SUPPLIED MATERIAL START

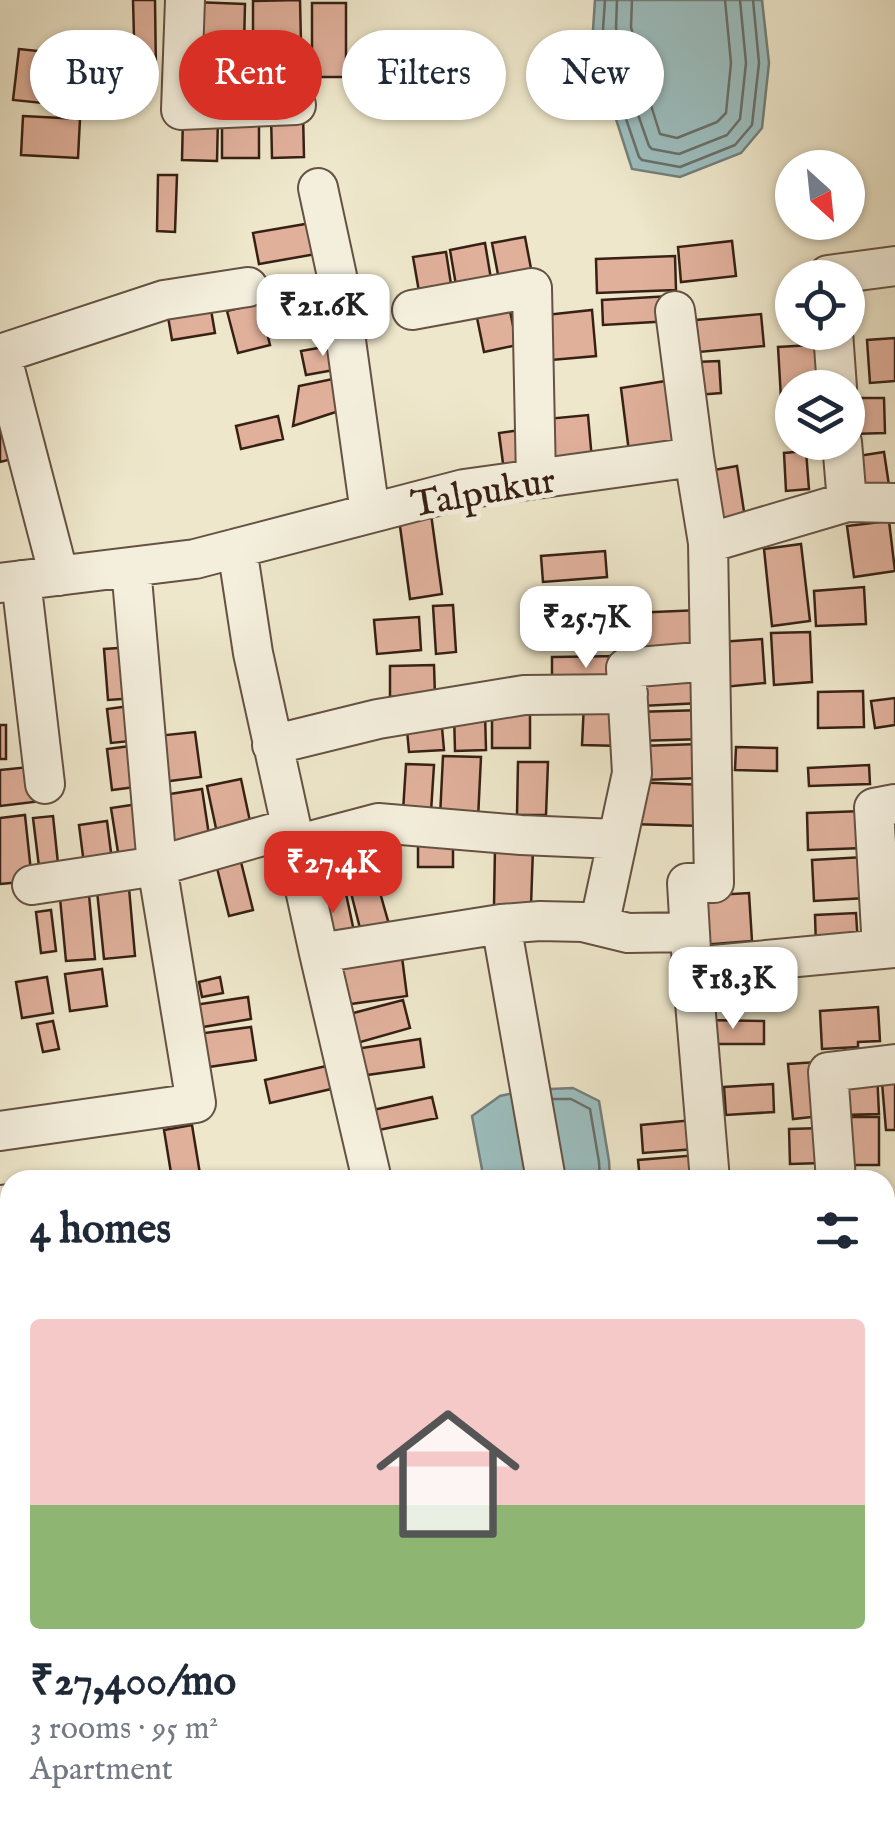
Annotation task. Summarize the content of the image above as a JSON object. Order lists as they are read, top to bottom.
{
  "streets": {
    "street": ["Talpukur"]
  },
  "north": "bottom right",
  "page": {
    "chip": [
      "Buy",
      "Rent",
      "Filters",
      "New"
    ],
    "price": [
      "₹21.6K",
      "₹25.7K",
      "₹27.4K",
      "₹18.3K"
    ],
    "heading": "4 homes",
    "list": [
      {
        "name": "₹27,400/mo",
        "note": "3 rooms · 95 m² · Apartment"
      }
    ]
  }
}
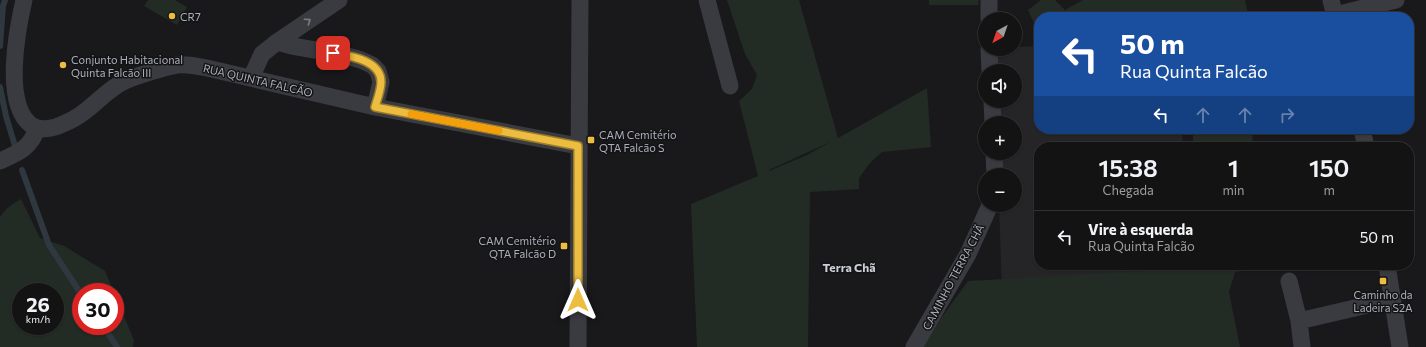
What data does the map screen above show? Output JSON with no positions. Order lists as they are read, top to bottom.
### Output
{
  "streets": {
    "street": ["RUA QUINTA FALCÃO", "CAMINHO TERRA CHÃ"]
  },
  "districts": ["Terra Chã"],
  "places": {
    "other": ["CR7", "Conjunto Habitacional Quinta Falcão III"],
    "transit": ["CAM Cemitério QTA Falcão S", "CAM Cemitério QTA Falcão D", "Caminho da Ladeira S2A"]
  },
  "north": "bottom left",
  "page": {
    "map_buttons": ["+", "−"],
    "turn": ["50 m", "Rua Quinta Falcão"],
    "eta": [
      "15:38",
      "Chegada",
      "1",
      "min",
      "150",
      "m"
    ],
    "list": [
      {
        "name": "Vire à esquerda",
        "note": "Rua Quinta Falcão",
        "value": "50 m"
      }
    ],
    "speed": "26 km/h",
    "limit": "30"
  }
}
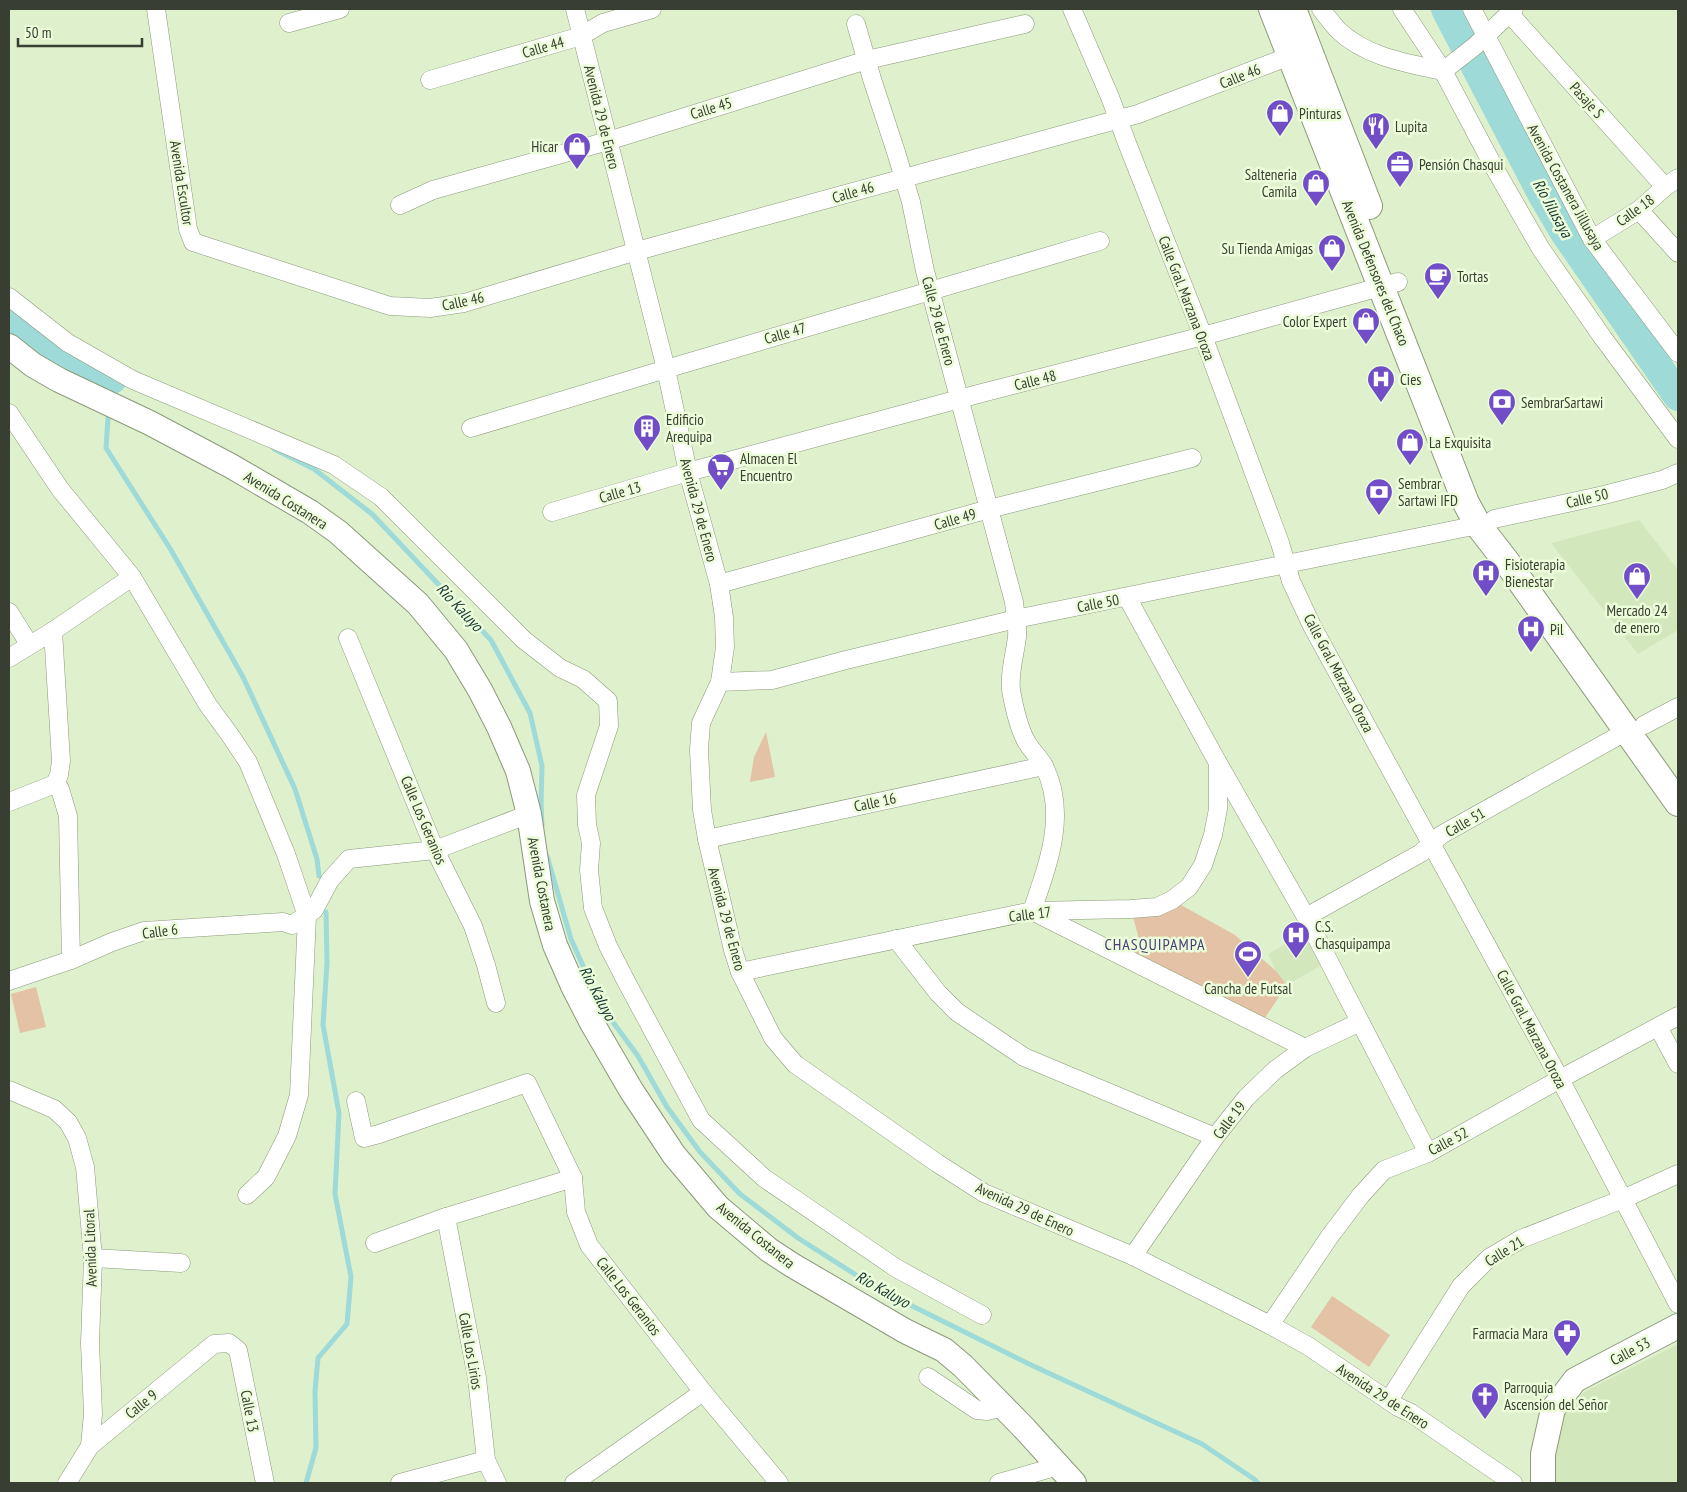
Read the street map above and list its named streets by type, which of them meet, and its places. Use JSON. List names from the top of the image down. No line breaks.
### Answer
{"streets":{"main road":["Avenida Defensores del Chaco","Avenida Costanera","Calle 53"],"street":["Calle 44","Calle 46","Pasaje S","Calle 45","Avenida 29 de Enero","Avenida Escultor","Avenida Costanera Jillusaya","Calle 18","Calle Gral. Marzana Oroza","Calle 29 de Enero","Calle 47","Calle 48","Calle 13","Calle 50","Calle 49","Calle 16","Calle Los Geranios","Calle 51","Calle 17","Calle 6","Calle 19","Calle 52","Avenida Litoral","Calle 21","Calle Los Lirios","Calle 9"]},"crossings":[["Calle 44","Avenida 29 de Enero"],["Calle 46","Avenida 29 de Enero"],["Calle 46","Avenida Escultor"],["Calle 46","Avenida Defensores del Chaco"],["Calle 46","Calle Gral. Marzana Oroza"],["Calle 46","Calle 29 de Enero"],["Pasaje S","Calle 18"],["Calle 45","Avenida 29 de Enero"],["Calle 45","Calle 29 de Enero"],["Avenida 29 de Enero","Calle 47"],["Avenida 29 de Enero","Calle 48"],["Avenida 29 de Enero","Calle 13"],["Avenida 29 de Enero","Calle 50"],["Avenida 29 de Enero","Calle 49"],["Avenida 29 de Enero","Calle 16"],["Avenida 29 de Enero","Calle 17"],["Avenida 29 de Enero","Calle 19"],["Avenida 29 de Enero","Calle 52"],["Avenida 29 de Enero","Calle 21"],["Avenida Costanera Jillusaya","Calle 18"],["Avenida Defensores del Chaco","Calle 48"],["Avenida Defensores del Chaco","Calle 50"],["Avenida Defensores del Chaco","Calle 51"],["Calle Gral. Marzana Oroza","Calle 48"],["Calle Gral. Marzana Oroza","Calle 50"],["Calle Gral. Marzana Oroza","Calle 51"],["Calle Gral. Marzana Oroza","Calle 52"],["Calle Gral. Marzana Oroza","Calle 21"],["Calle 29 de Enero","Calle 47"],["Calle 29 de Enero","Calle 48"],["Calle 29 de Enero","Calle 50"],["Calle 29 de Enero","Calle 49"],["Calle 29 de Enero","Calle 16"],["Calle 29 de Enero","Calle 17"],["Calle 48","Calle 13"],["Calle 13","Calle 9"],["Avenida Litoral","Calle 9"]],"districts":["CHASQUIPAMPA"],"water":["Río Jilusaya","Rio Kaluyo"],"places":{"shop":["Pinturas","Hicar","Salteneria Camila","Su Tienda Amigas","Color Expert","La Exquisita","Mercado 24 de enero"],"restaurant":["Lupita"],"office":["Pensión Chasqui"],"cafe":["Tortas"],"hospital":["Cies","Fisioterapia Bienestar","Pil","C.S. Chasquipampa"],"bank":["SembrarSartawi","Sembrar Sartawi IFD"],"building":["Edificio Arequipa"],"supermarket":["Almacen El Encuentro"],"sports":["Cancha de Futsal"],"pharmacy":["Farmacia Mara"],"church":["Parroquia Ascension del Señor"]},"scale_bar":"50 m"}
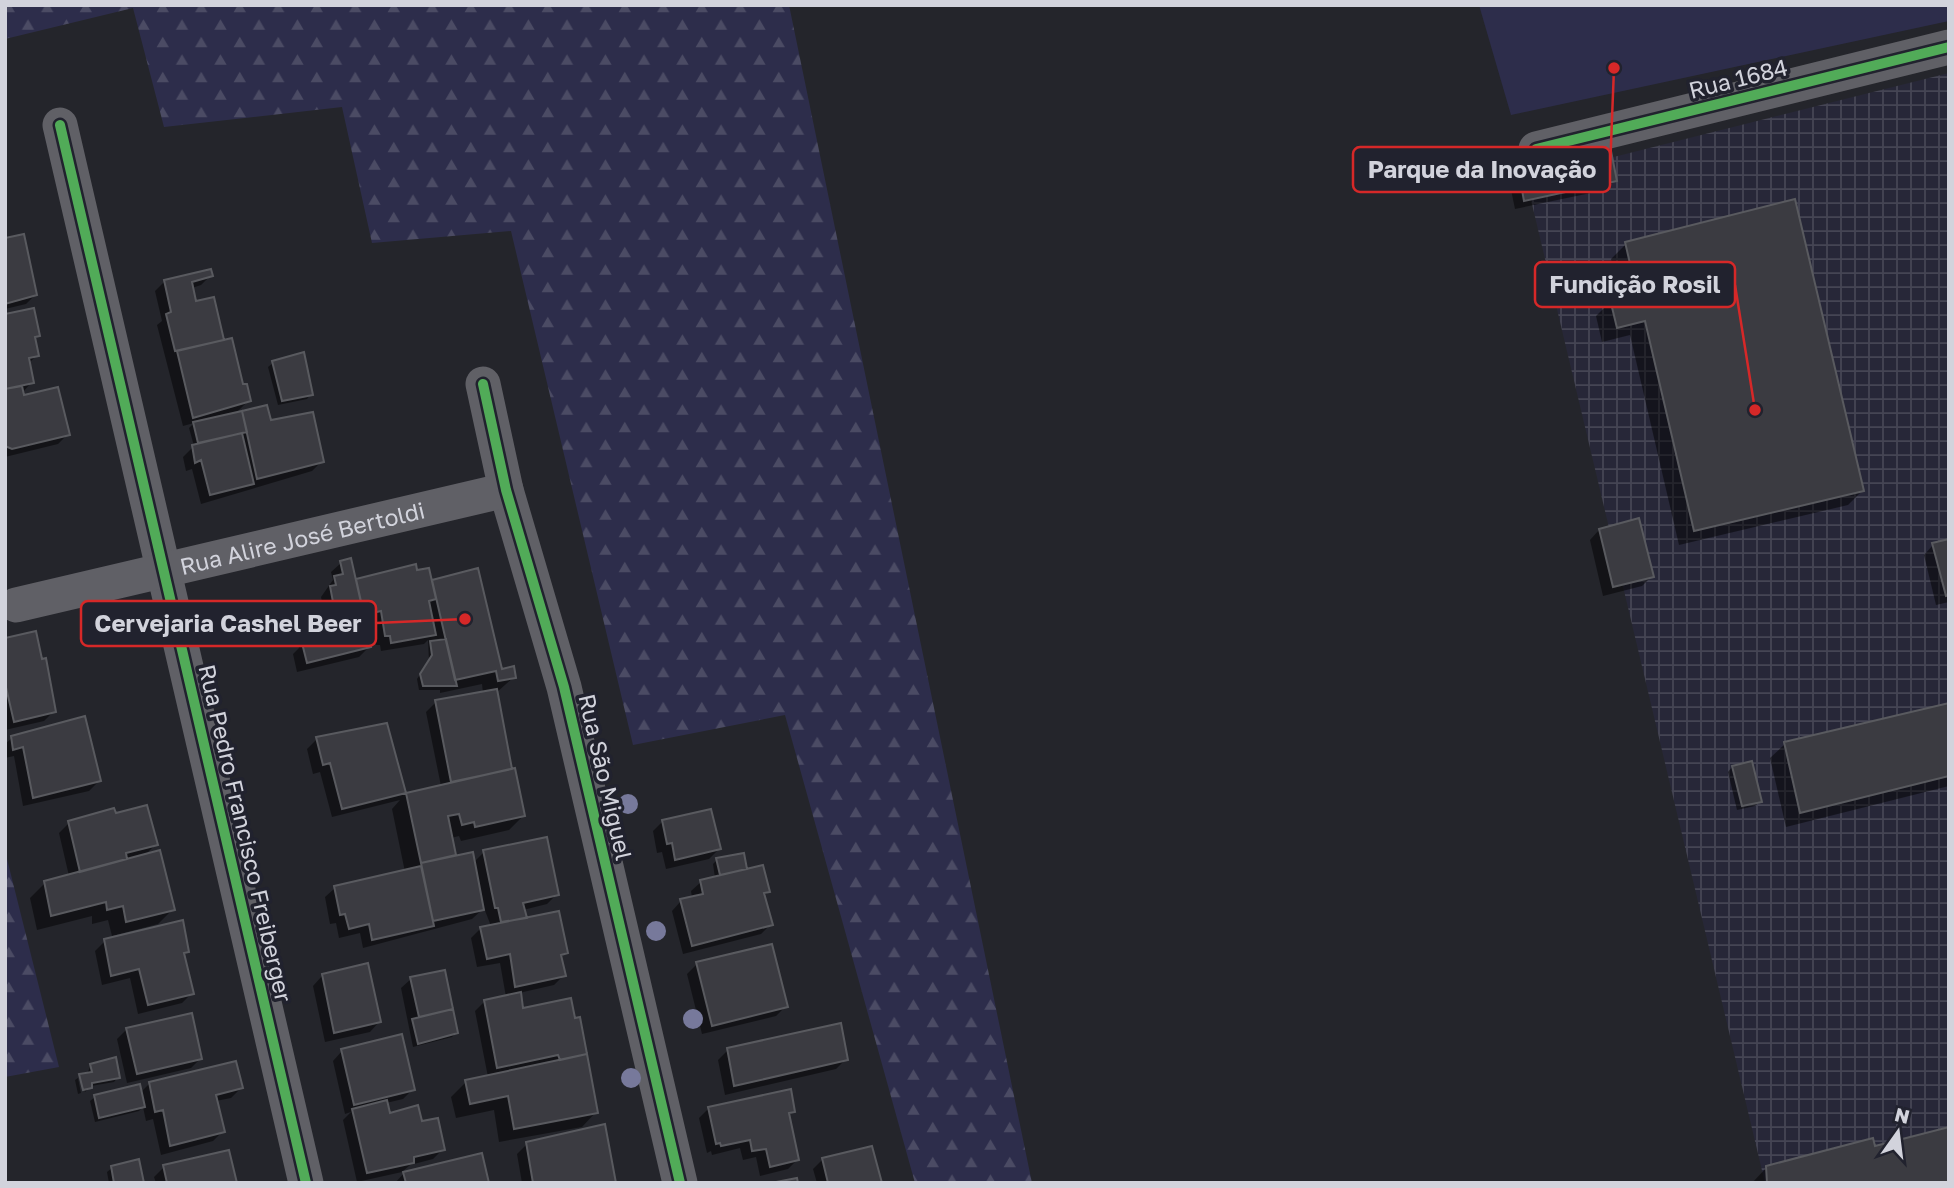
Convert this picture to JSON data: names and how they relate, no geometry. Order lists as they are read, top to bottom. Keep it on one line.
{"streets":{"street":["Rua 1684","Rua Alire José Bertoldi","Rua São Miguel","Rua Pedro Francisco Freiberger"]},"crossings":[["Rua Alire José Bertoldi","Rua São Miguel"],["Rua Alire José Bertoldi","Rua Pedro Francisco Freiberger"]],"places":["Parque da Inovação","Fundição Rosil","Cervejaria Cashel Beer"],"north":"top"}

SUPPLIED MATERIAL END

Give the entries above again in full and exactly, but not the pictures.

TASK OUTPUT:
Annotation task. Summarize the content of the image above as a JSON object. Order lists as they are read, top to bottom.
{
  "streets": {
    "street": ["Talpukur"]
  },
  "north": "bottom right",
  "page": {
    "chip": [
      "Buy",
      "Rent",
      "Filters",
      "New"
    ],
    "price": [
      "₹21.6K",
      "₹25.7K",
      "₹27.4K",
      "₹18.3K"
    ],
    "heading": "4 homes",
    "list": [
      {
        "name": "₹27,400/mo",
        "note": "3 rooms · 95 m² · Apartment"
      }
    ]
  }
}
What data does the map screen above show? Output JSON with no positions. Order lists as they are read, top to bottom.
### Output
{
  "streets": {
    "street": ["RUA QUINTA FALCÃO", "CAMINHO TERRA CHÃ"]
  },
  "districts": ["Terra Chã"],
  "places": {
    "other": ["CR7", "Conjunto Habitacional Quinta Falcão III"],
    "transit": ["CAM Cemitério QTA Falcão S", "CAM Cemitério QTA Falcão D", "Caminho da Ladeira S2A"]
  },
  "north": "bottom left",
  "page": {
    "map_buttons": ["+", "−"],
    "turn": ["50 m", "Rua Quinta Falcão"],
    "eta": [
      "15:38",
      "Chegada",
      "1",
      "min",
      "150",
      "m"
    ],
    "list": [
      {
        "name": "Vire à esquerda",
        "note": "Rua Quinta Falcão",
        "value": "50 m"
      }
    ],
    "speed": "26 km/h",
    "limit": "30"
  }
}
Read the street map above and list its named streets by type, which of them meet, and its places. Use JSON. List names from the top of the image down. No line breaks.
### Answer
{"streets":{"main road":["Avenida Defensores del Chaco","Avenida Costanera","Calle 53"],"street":["Calle 44","Calle 46","Pasaje S","Calle 45","Avenida 29 de Enero","Avenida Escultor","Avenida Costanera Jillusaya","Calle 18","Calle Gral. Marzana Oroza","Calle 29 de Enero","Calle 47","Calle 48","Calle 13","Calle 50","Calle 49","Calle 16","Calle Los Geranios","Calle 51","Calle 17","Calle 6","Calle 19","Calle 52","Avenida Litoral","Calle 21","Calle Los Lirios","Calle 9"]},"crossings":[["Calle 44","Avenida 29 de Enero"],["Calle 46","Avenida 29 de Enero"],["Calle 46","Avenida Escultor"],["Calle 46","Avenida Defensores del Chaco"],["Calle 46","Calle Gral. Marzana Oroza"],["Calle 46","Calle 29 de Enero"],["Pasaje S","Calle 18"],["Calle 45","Avenida 29 de Enero"],["Calle 45","Calle 29 de Enero"],["Avenida 29 de Enero","Calle 47"],["Avenida 29 de Enero","Calle 48"],["Avenida 29 de Enero","Calle 13"],["Avenida 29 de Enero","Calle 50"],["Avenida 29 de Enero","Calle 49"],["Avenida 29 de Enero","Calle 16"],["Avenida 29 de Enero","Calle 17"],["Avenida 29 de Enero","Calle 19"],["Avenida 29 de Enero","Calle 52"],["Avenida 29 de Enero","Calle 21"],["Avenida Costanera Jillusaya","Calle 18"],["Avenida Defensores del Chaco","Calle 48"],["Avenida Defensores del Chaco","Calle 50"],["Avenida Defensores del Chaco","Calle 51"],["Calle Gral. Marzana Oroza","Calle 48"],["Calle Gral. Marzana Oroza","Calle 50"],["Calle Gral. Marzana Oroza","Calle 51"],["Calle Gral. Marzana Oroza","Calle 52"],["Calle Gral. Marzana Oroza","Calle 21"],["Calle 29 de Enero","Calle 47"],["Calle 29 de Enero","Calle 48"],["Calle 29 de Enero","Calle 50"],["Calle 29 de Enero","Calle 49"],["Calle 29 de Enero","Calle 16"],["Calle 29 de Enero","Calle 17"],["Calle 48","Calle 13"],["Calle 13","Calle 9"],["Avenida Litoral","Calle 9"]],"districts":["CHASQUIPAMPA"],"water":["Río Jilusaya","Rio Kaluyo"],"places":{"shop":["Pinturas","Hicar","Salteneria Camila","Su Tienda Amigas","Color Expert","La Exquisita","Mercado 24 de enero"],"restaurant":["Lupita"],"office":["Pensión Chasqui"],"cafe":["Tortas"],"hospital":["Cies","Fisioterapia Bienestar","Pil","C.S. Chasquipampa"],"bank":["SembrarSartawi","Sembrar Sartawi IFD"],"building":["Edificio Arequipa"],"supermarket":["Almacen El Encuentro"],"sports":["Cancha de Futsal"],"pharmacy":["Farmacia Mara"],"church":["Parroquia Ascension del Señor"]},"scale_bar":"50 m"}
Convert this picture to JSON data: names and how they relate, no geometry. Order lists as they are read, top to bottom. Keep it on one line.
{"streets":{"street":["Rua 1684","Rua Alire José Bertoldi","Rua São Miguel","Rua Pedro Francisco Freiberger"]},"crossings":[["Rua Alire José Bertoldi","Rua São Miguel"],["Rua Alire José Bertoldi","Rua Pedro Francisco Freiberger"]],"places":["Parque da Inovação","Fundição Rosil","Cervejaria Cashel Beer"],"north":"top"}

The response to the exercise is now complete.